* _Your goal_
Please copy out every line in the entries that includes the word "image".

* _Data supplied_
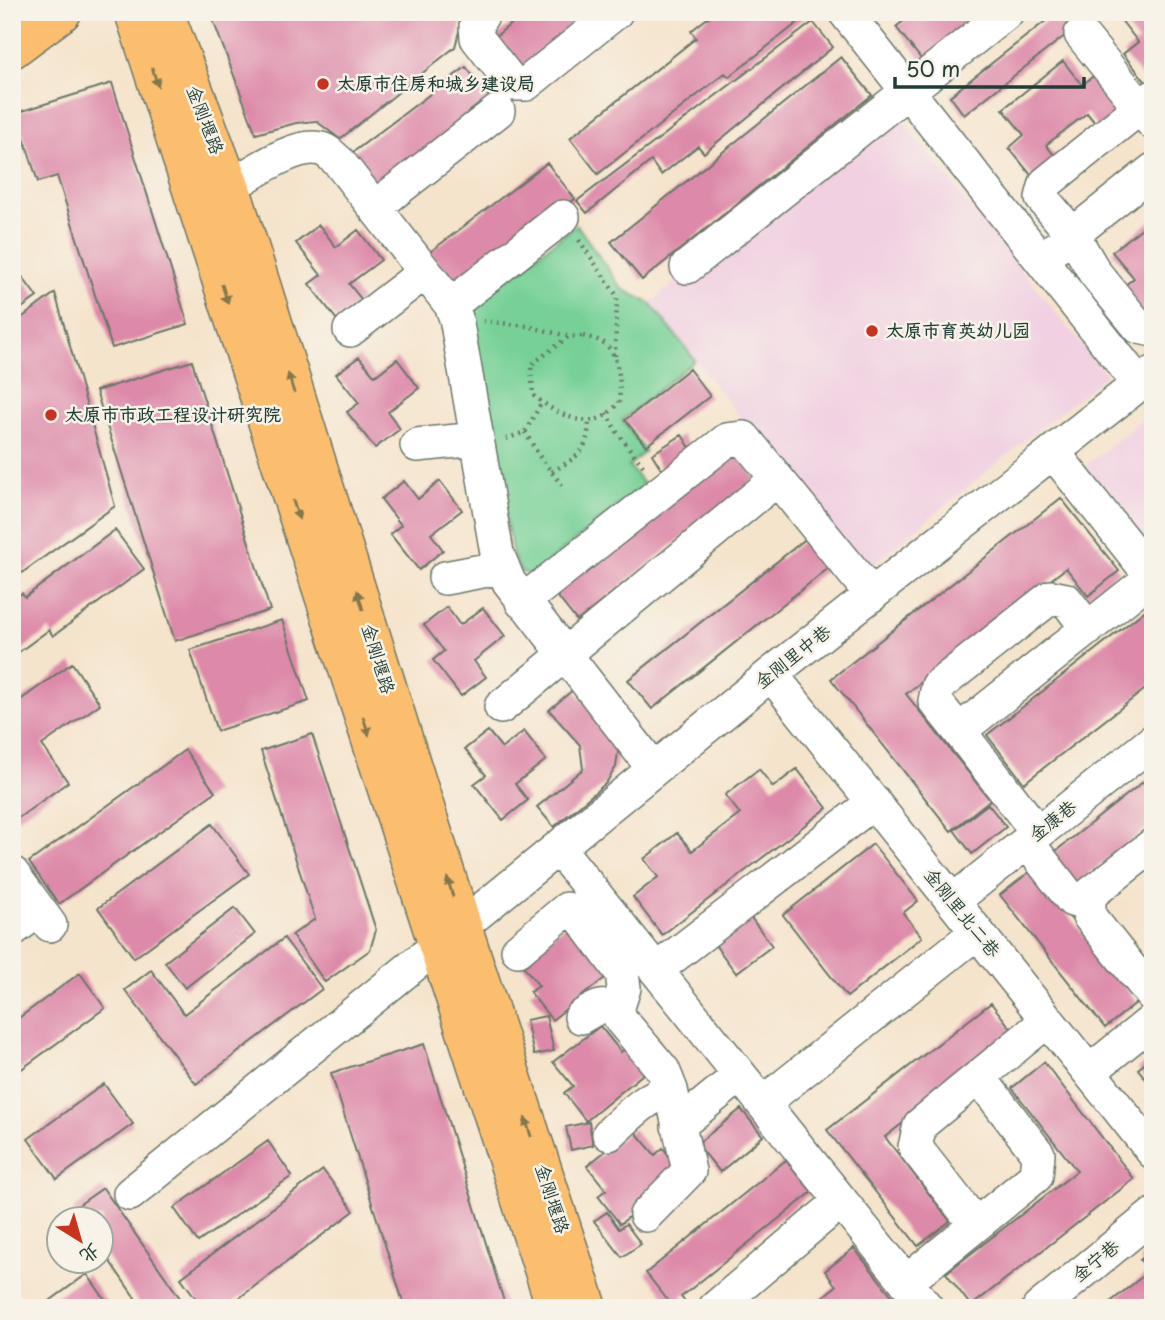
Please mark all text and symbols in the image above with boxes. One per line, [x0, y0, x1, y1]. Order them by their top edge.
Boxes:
scale bar [895, 46, 1084, 90]
text: 50 m [906, 52, 960, 84]
one-way arrow [150, 67, 161, 88]
place label: 太原市住房和城乡建设局 [337, 69, 535, 96]
marker: 太原市住房和城乡建设局 [315, 76, 331, 92]
street label: 金刚堰路 [181, 81, 232, 158]
one-way arrow [221, 283, 231, 304]
place label: 太原市育英幼儿园 [886, 316, 1030, 343]
marker: 太原市育英幼儿园 [864, 323, 880, 339]
one-way arrow [286, 372, 296, 393]
place label: 太原市市政工程设计研究院 [65, 400, 281, 427]
marker: 太原市市政工程设计研究院 [43, 407, 59, 423]
one-way arrow [291, 500, 301, 521]
one-way arrow [354, 589, 364, 610]
street label: 金刚里中巷 [748, 617, 836, 694]
street label: 金刚堰路 [356, 620, 403, 697]
one-way arrow [361, 716, 372, 737]
street label: 金康巷 [1022, 793, 1082, 847]
street label: 金刚里北二巷 [919, 862, 1008, 963]
one-way arrow [444, 876, 455, 897]
one-way arrow [522, 1116, 533, 1137]
street label: 金刚堰路 [529, 1160, 577, 1237]
north arrow [46, 1204, 116, 1274]
street label: 金宁巷 [1066, 1232, 1125, 1287]
text: 北 [75, 1237, 107, 1271]

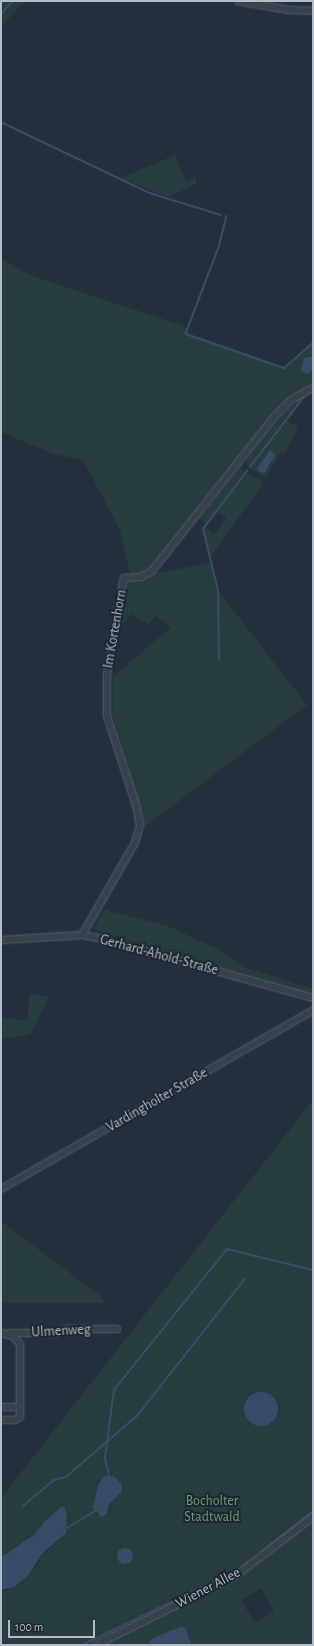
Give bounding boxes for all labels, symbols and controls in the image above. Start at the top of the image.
street label: Im Kortenhorn [100,588,130,670]
street label: Gerhard-Ahold-Straße [98,931,220,979]
street label: Vardingholter Straße [103,1064,211,1136]
street label: Ulmenweg [31,1321,91,1341]
park label: Bocholter Stadtwald [184,1493,240,1526]
street label: Wiener Allee [173,1564,243,1612]
scale bar [10,1612,97,1638]
text: 100 m [15,1621,43,1633]

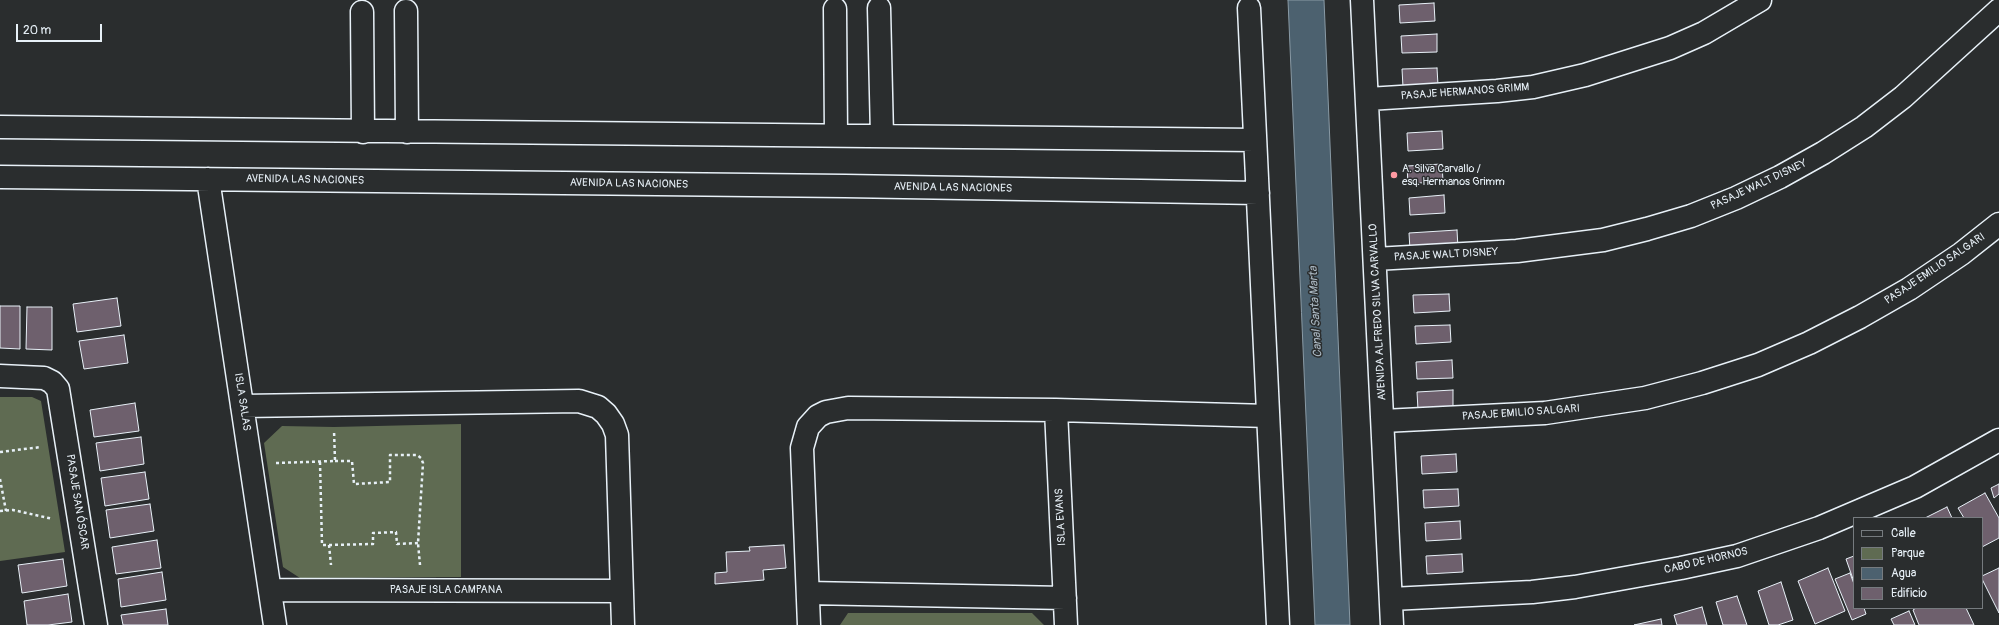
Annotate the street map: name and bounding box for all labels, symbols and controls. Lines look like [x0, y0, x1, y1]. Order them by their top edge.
scale bar [18, 16, 104, 42]
text: 20 m [23, 23, 51, 38]
street label: PASAJE HERMANOS GRIMM [1400, 81, 1530, 103]
street label: PASAJE WALT DISNEY [1709, 157, 1809, 213]
place label: A. Silva Carvallo / esq. Hermanos Grimm [1402, 162, 1505, 188]
marker: A. Silva Carvallo / esq. Hermanos Grimm [1389, 170, 1399, 180]
street label: AVENIDA LAS NACIONES [246, 172, 364, 188]
street label: AVENIDA LAS NACIONES [570, 176, 688, 192]
street label: AVENIDA LAS NACIONES [894, 180, 1012, 196]
street label: AVENIDA ALFREDO SILVA CARVALLO [1367, 223, 1389, 401]
street label: PASAJE EMILIO SALGARI [1882, 231, 1988, 307]
street label: PASAJE WALT DISNEY [1393, 246, 1499, 264]
water label: Canal Santa Marta [1306, 266, 1326, 358]
street label: ISLA SALAS [231, 372, 253, 432]
street label: PASAJE EMILIO SALGARI [1462, 402, 1580, 424]
street label: PASAJE SAN ÓSCAR [63, 453, 91, 551]
street label: ISLA EVANS [1053, 488, 1069, 546]
legend [1853, 517, 1983, 609]
text: Calle [1891, 526, 1916, 541]
street label: CABO DE HORNOS [1663, 545, 1749, 577]
text: Parque [1891, 546, 1925, 561]
text: Agua [1891, 566, 1916, 581]
street label: PASAJE ISLA CAMPANA [390, 583, 502, 597]
text: Edificio [1891, 586, 1927, 601]

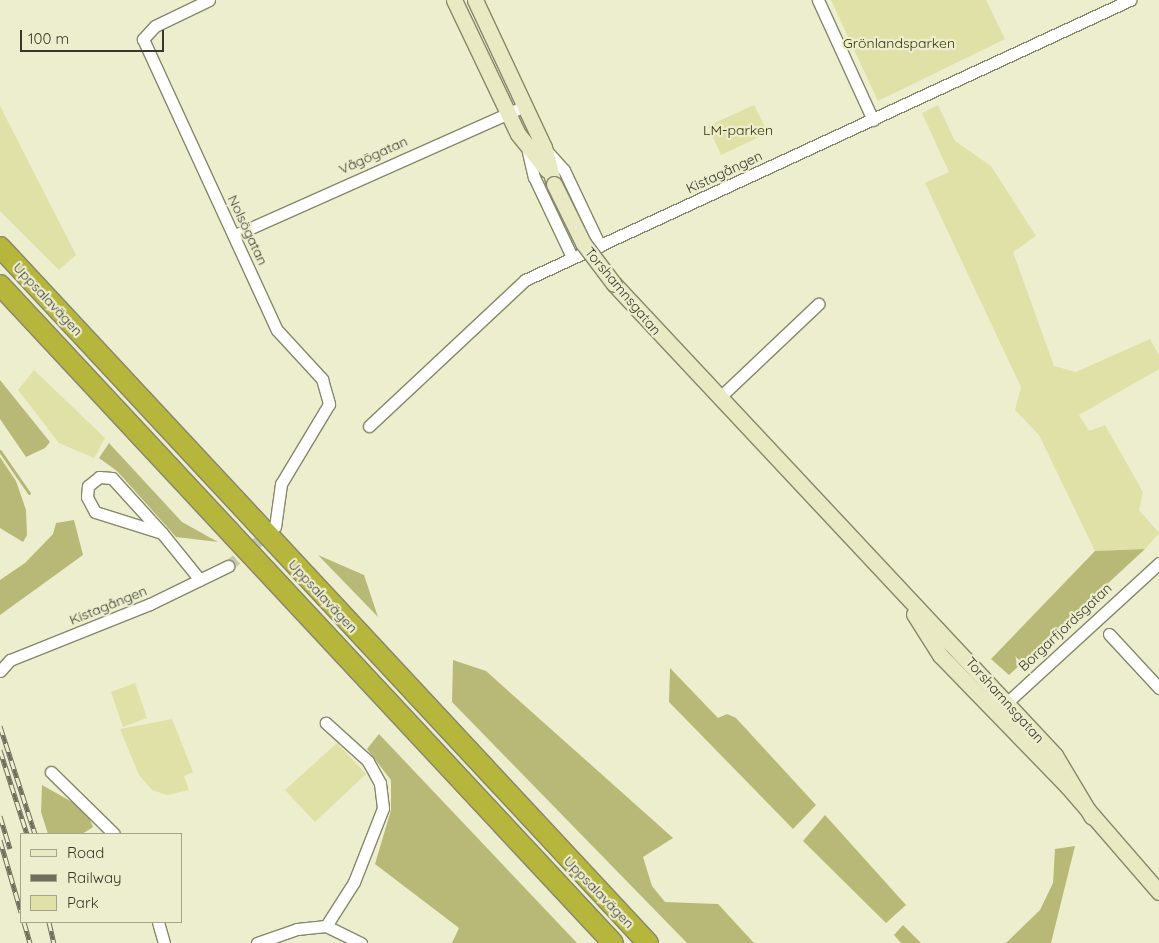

* _Exercise result_
Please mark all text and symbols in the image above with boxes. One per line, [x0, y0, x1, y1]. Order them by their top edge.
Give bounding boxes for all labels, symbols and controls in the image above. Start at the top of the image.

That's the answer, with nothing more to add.